[PATCH net-next v1 5/6] tg3: implementation of a non-NAPI mode

From: David Decotigny
Date: Fri Dec 16 2011 - 13:26:28 EST


From: Tom Herbert <therbert@xxxxxxxxxx>

The tg3 NIC has a hard limit of 511 descriptors for the receive ring.
Under heavy load of small packets, this device receive queue may not
be serviced fast enough to prevent packets drops. This could be due
to a variety of reasons such as lengthy processing delays of packets
in the stack, softirqs being disabled too long, etc. If the driver is
run in non-NAPI mode, the RX queue is serviced in the device
interrupt, which is much less likely to be deferred for a substantial
period of time.

There are some effects in not using NAPI that need to be considered.
It does increase the chance of live-lock in interrupt handler,
although since the tg3 does interrupt coalescing this is very unlikely
to occur. Also, more code is being run with interrupts disabled
potentially deferring other hardware interrupts. The amount of time
spent in the interrupt handler should be minimized by dequeuing
packets of the device queue and queuing them to a host queue as
quickly as possible.

The default mode of operation remains NAPI and its performances are
kept unchanged (code unchanged). Non-NAPI mode is enabled by
commenting-out CONFIG_TIGON3_NAPI Kconfig parameter.

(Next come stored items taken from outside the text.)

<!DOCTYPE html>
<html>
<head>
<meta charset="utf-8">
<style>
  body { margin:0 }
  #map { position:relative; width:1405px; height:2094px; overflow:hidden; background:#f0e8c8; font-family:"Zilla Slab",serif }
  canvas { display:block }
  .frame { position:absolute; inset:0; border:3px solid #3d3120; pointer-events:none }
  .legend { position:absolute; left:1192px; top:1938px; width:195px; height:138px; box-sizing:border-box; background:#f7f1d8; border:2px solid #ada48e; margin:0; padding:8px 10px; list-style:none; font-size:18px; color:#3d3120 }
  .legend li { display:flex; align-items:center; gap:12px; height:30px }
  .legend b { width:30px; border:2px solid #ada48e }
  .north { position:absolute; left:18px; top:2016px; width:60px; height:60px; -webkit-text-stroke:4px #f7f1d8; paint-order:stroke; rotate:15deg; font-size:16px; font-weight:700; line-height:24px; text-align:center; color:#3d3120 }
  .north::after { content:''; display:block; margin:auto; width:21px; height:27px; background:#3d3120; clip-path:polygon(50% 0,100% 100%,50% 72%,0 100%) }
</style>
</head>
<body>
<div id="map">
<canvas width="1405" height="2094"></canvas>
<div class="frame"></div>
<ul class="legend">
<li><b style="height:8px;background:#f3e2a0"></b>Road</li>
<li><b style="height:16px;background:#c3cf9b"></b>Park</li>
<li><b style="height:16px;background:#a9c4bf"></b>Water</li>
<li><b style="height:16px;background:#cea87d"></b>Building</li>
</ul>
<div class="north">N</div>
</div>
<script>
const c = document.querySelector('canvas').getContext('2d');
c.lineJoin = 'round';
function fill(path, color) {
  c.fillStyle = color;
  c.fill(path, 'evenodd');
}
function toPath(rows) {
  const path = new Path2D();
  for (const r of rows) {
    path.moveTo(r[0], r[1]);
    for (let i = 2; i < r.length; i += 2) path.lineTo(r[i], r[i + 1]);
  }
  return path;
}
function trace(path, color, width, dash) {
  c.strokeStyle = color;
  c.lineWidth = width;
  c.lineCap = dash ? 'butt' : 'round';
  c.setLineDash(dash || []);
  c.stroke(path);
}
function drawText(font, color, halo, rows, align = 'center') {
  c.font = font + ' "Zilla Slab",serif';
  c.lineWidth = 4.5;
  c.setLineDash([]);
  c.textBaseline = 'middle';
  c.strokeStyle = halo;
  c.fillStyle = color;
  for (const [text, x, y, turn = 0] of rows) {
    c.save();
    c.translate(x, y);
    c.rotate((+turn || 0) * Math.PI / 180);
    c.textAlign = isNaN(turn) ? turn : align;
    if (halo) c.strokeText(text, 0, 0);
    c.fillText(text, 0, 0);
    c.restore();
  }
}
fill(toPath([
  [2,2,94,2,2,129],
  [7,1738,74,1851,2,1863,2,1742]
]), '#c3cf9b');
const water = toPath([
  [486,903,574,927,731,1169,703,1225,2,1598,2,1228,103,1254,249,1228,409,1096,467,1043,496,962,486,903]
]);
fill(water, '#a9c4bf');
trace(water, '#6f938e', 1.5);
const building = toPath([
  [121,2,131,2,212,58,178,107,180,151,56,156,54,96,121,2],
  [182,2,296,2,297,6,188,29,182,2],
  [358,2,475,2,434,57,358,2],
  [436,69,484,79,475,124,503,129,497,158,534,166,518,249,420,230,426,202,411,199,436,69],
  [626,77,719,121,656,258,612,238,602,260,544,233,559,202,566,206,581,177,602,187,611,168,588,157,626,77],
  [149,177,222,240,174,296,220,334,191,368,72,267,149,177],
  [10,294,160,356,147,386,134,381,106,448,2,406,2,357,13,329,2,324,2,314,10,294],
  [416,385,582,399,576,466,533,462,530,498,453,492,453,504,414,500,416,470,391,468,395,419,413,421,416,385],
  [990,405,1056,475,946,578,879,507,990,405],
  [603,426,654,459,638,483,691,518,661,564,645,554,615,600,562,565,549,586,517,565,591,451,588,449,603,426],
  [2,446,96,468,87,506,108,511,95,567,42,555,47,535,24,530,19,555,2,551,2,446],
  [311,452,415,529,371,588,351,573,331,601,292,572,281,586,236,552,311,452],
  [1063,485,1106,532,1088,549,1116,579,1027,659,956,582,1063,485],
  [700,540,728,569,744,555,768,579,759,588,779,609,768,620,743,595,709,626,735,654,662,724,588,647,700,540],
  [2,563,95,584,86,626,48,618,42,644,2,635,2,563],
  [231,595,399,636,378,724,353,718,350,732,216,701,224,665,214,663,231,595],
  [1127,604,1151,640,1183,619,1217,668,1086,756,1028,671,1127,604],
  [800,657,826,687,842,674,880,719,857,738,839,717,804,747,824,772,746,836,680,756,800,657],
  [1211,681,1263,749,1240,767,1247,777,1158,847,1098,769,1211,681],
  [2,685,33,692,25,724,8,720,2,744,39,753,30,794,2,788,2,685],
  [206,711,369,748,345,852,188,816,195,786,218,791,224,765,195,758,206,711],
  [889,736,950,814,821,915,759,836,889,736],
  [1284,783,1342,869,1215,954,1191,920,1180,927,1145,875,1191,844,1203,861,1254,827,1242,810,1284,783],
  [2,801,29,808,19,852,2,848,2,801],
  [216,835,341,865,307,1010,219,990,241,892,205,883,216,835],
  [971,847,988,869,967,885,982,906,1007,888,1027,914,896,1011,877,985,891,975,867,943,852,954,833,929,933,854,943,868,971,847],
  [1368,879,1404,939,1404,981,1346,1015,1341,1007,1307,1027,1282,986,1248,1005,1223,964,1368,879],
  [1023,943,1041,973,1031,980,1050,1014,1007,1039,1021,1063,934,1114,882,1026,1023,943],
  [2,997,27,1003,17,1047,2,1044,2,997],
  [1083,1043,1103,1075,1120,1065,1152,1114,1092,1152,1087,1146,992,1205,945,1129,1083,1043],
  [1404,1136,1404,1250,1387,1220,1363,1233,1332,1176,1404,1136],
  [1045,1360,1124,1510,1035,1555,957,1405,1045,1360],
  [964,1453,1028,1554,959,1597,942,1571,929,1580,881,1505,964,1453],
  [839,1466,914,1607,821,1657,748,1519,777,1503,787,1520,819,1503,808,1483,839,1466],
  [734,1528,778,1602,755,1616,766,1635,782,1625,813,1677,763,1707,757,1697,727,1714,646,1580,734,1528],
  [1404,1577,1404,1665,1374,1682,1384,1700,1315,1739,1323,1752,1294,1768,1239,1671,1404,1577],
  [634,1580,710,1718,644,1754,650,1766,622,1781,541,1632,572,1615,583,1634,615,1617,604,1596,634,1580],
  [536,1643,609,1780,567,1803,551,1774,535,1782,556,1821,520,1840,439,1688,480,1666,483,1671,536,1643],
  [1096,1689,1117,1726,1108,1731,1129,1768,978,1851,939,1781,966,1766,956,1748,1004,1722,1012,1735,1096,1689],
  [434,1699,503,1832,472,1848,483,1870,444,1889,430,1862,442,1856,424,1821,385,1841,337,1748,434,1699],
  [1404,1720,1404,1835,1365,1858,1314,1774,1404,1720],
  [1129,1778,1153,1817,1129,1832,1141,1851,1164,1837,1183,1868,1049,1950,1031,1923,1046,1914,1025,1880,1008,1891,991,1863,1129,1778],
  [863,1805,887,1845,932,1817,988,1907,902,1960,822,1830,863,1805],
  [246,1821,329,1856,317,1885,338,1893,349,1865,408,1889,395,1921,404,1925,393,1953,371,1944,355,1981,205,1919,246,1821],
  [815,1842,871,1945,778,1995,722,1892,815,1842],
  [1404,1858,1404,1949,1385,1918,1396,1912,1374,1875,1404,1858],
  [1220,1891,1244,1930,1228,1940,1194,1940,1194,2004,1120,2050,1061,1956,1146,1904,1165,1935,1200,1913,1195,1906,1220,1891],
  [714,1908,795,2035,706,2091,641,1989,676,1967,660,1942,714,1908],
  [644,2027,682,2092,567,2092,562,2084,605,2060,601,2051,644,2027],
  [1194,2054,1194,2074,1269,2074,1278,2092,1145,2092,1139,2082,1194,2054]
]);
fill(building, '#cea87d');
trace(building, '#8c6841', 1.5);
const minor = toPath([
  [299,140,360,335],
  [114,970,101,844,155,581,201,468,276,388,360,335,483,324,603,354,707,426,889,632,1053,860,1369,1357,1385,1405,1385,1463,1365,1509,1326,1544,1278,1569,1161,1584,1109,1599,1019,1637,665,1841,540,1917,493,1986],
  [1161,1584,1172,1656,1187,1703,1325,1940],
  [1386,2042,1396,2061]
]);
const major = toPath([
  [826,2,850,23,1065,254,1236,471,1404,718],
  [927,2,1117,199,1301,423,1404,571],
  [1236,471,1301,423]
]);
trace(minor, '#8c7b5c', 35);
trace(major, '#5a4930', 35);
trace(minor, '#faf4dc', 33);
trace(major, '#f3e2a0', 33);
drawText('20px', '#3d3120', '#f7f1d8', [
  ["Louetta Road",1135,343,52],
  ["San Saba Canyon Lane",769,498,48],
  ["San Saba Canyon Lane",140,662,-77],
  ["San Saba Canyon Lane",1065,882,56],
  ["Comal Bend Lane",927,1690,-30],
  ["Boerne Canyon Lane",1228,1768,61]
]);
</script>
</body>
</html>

Signed-off-by: David Decotigny <decot@xxxxxxxxxxxx>
---
drivers/net/ethernet/broadcom/Kconfig | 8 ++
drivers/net/ethernet/broadcom/tg3.c | 151 +++++++++++++++++++++++++++++++--
drivers/net/ethernet/broadcom/tg3.h | 5 +
3 files changed, 157 insertions(+), 7 deletions(-)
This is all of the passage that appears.